ACTIVITY: Repeat every entry exactly. Pictures stay out.

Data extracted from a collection
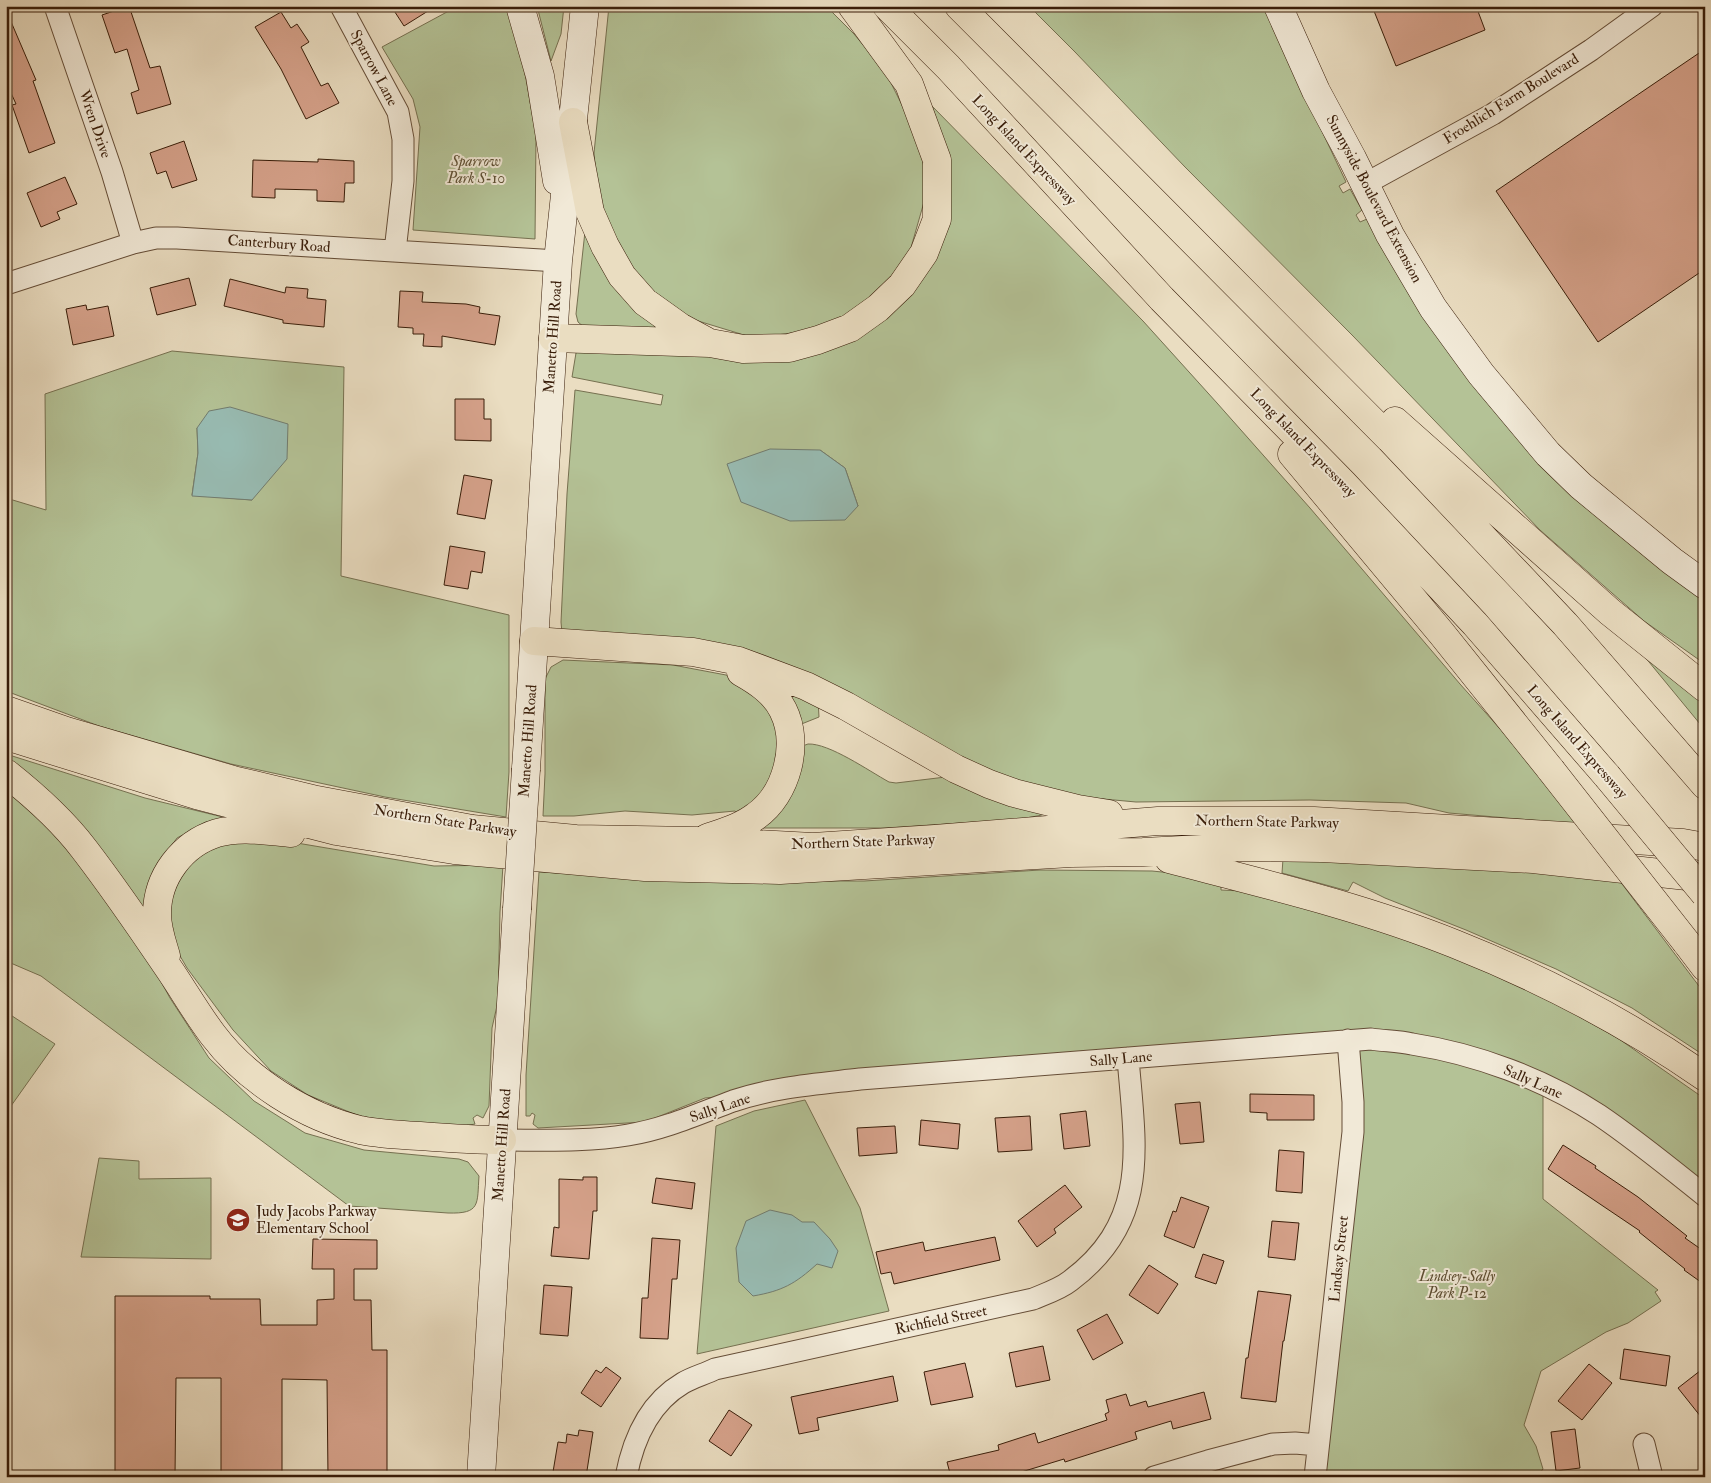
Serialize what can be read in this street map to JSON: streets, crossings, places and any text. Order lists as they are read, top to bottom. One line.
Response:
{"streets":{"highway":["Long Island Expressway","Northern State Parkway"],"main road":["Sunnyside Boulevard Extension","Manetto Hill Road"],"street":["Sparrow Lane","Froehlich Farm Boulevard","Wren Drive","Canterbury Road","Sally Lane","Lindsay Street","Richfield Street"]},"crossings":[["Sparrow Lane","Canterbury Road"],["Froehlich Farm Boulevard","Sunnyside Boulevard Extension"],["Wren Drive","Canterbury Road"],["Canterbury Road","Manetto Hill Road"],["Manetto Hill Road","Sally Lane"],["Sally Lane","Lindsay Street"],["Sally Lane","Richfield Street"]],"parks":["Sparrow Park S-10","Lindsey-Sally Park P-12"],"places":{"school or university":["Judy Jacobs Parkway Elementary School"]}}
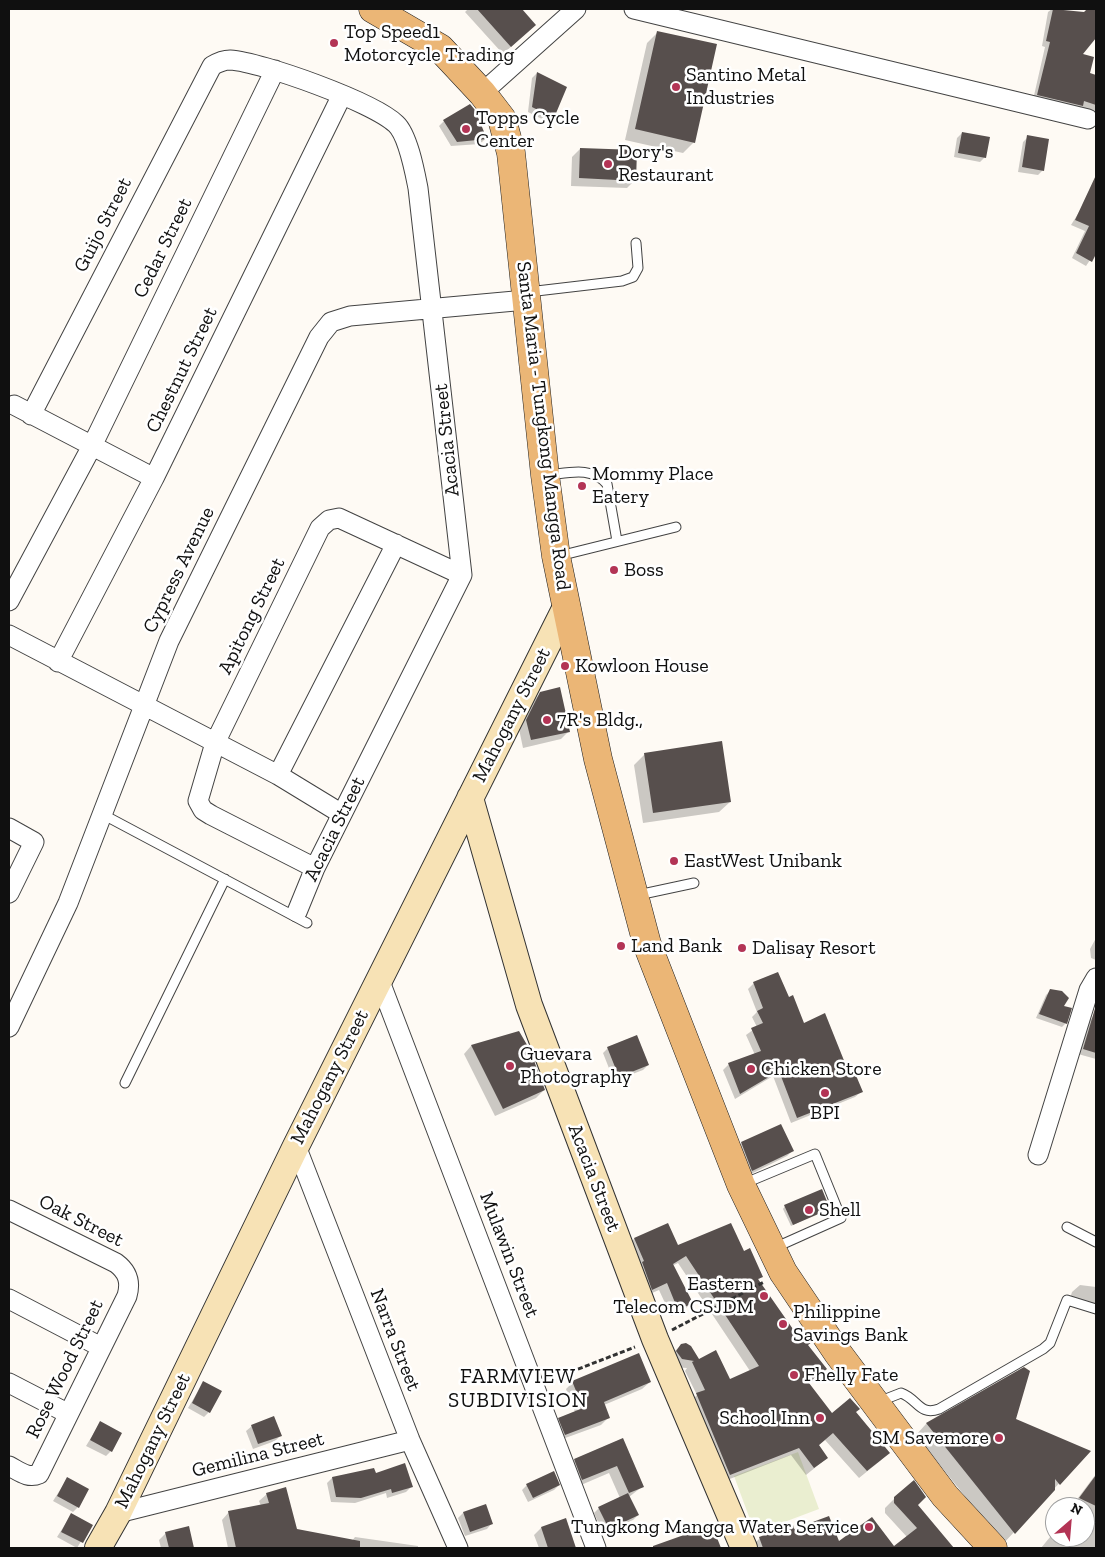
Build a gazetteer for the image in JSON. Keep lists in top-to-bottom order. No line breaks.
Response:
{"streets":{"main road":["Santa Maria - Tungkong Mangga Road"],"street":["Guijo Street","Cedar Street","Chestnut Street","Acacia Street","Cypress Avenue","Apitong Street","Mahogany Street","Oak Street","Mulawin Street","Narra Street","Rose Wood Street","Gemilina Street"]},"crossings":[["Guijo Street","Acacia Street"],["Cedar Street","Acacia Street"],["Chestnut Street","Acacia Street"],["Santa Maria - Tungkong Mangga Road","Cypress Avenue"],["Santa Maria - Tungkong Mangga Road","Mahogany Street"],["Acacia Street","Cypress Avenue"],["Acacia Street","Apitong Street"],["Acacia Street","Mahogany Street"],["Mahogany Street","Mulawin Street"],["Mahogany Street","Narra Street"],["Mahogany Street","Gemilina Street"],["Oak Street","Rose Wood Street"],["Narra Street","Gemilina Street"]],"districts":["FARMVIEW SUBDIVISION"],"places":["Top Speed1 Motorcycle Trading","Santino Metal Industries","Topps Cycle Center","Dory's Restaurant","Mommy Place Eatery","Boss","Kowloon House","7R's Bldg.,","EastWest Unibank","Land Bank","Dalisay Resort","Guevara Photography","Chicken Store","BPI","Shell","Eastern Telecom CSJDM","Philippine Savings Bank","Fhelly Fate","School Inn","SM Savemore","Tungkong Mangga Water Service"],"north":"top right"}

SOLUTION TO THIS PROBLEM:
Serialize what can be read in this street map to JSON: streets, crossings, places and any text. Order lists as they are read, top to bottom. One line.
Response:
{"streets":{"highway":["Long Island Expressway","Northern State Parkway"],"main road":["Sunnyside Boulevard Extension","Manetto Hill Road"],"street":["Sparrow Lane","Froehlich Farm Boulevard","Wren Drive","Canterbury Road","Sally Lane","Lindsay Street","Richfield Street"]},"crossings":[["Sparrow Lane","Canterbury Road"],["Froehlich Farm Boulevard","Sunnyside Boulevard Extension"],["Wren Drive","Canterbury Road"],["Canterbury Road","Manetto Hill Road"],["Manetto Hill Road","Sally Lane"],["Sally Lane","Lindsay Street"],["Sally Lane","Richfield Street"]],"parks":["Sparrow Park S-10","Lindsey-Sally Park P-12"],"places":{"school or university":["Judy Jacobs Parkway Elementary School"]}}
Build a gazetteer for the image in JSON. Keep lists in top-to-bottom order. No line breaks.
Response:
{"streets":{"main road":["Santa Maria - Tungkong Mangga Road"],"street":["Guijo Street","Cedar Street","Chestnut Street","Acacia Street","Cypress Avenue","Apitong Street","Mahogany Street","Oak Street","Mulawin Street","Narra Street","Rose Wood Street","Gemilina Street"]},"crossings":[["Guijo Street","Acacia Street"],["Cedar Street","Acacia Street"],["Chestnut Street","Acacia Street"],["Santa Maria - Tungkong Mangga Road","Cypress Avenue"],["Santa Maria - Tungkong Mangga Road","Mahogany Street"],["Acacia Street","Cypress Avenue"],["Acacia Street","Apitong Street"],["Acacia Street","Mahogany Street"],["Mahogany Street","Mulawin Street"],["Mahogany Street","Narra Street"],["Mahogany Street","Gemilina Street"],["Oak Street","Rose Wood Street"],["Narra Street","Gemilina Street"]],"districts":["FARMVIEW SUBDIVISION"],"places":["Top Speed1 Motorcycle Trading","Santino Metal Industries","Topps Cycle Center","Dory's Restaurant","Mommy Place Eatery","Boss","Kowloon House","7R's Bldg.,","EastWest Unibank","Land Bank","Dalisay Resort","Guevara Photography","Chicken Store","BPI","Shell","Eastern Telecom CSJDM","Philippine Savings Bank","Fhelly Fate","School Inn","SM Savemore","Tungkong Mangga Water Service"],"north":"top right"}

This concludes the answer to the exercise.